[Collected data entries]
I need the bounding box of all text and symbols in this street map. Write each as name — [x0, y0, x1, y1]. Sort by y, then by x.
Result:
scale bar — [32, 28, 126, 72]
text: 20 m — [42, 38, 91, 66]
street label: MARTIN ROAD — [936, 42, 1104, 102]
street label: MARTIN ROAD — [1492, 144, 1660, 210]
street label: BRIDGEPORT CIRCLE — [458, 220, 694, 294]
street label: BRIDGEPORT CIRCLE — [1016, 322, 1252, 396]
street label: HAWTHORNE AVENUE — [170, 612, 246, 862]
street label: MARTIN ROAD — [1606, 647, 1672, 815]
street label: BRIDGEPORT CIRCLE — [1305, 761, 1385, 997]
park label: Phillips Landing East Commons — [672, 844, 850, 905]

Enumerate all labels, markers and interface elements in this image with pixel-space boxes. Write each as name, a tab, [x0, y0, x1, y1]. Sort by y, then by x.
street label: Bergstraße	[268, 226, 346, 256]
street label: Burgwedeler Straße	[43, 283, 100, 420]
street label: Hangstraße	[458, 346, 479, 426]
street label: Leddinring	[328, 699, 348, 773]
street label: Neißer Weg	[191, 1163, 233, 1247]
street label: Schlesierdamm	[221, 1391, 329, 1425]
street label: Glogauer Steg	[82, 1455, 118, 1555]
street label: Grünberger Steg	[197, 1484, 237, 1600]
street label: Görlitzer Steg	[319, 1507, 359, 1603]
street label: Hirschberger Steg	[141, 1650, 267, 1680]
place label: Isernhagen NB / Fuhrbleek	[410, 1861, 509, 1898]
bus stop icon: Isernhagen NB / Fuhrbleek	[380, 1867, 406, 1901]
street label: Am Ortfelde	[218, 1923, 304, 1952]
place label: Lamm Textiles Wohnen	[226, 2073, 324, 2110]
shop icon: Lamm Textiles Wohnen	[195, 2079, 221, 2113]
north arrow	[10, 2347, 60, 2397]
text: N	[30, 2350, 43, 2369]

WORK TASK: Copy the records above exactly, leaving nothing out.

YOUR RESPONSE:
I need the bounding box of all text and symbols in this street map. Write each as name — [x0, y0, x1, y1]. Sort by y, then by x.
Result:
scale bar — [32, 28, 126, 72]
text: 20 m — [42, 38, 91, 66]
street label: MARTIN ROAD — [936, 42, 1104, 102]
street label: MARTIN ROAD — [1492, 144, 1660, 210]
street label: BRIDGEPORT CIRCLE — [458, 220, 694, 294]
street label: BRIDGEPORT CIRCLE — [1016, 322, 1252, 396]
street label: HAWTHORNE AVENUE — [170, 612, 246, 862]
street label: MARTIN ROAD — [1606, 647, 1672, 815]
street label: BRIDGEPORT CIRCLE — [1305, 761, 1385, 997]
park label: Phillips Landing East Commons — [672, 844, 850, 905]

Enumerate all labels, markers and interface elements in this image with pixel-space boxes. Write each as name, a tab, [x0, y0, x1, y1]. Sort by y, then by x.
street label: Bergstraße	[268, 226, 346, 256]
street label: Burgwedeler Straße	[43, 283, 100, 420]
street label: Hangstraße	[458, 346, 479, 426]
street label: Leddinring	[328, 699, 348, 773]
street label: Neißer Weg	[191, 1163, 233, 1247]
street label: Schlesierdamm	[221, 1391, 329, 1425]
street label: Glogauer Steg	[82, 1455, 118, 1555]
street label: Grünberger Steg	[197, 1484, 237, 1600]
street label: Görlitzer Steg	[319, 1507, 359, 1603]
street label: Hirschberger Steg	[141, 1650, 267, 1680]
place label: Isernhagen NB / Fuhrbleek	[410, 1861, 509, 1898]
bus stop icon: Isernhagen NB / Fuhrbleek	[380, 1867, 406, 1901]
street label: Am Ortfelde	[218, 1923, 304, 1952]
place label: Lamm Textiles Wohnen	[226, 2073, 324, 2110]
shop icon: Lamm Textiles Wohnen	[195, 2079, 221, 2113]
north arrow	[10, 2347, 60, 2397]
text: N	[30, 2350, 43, 2369]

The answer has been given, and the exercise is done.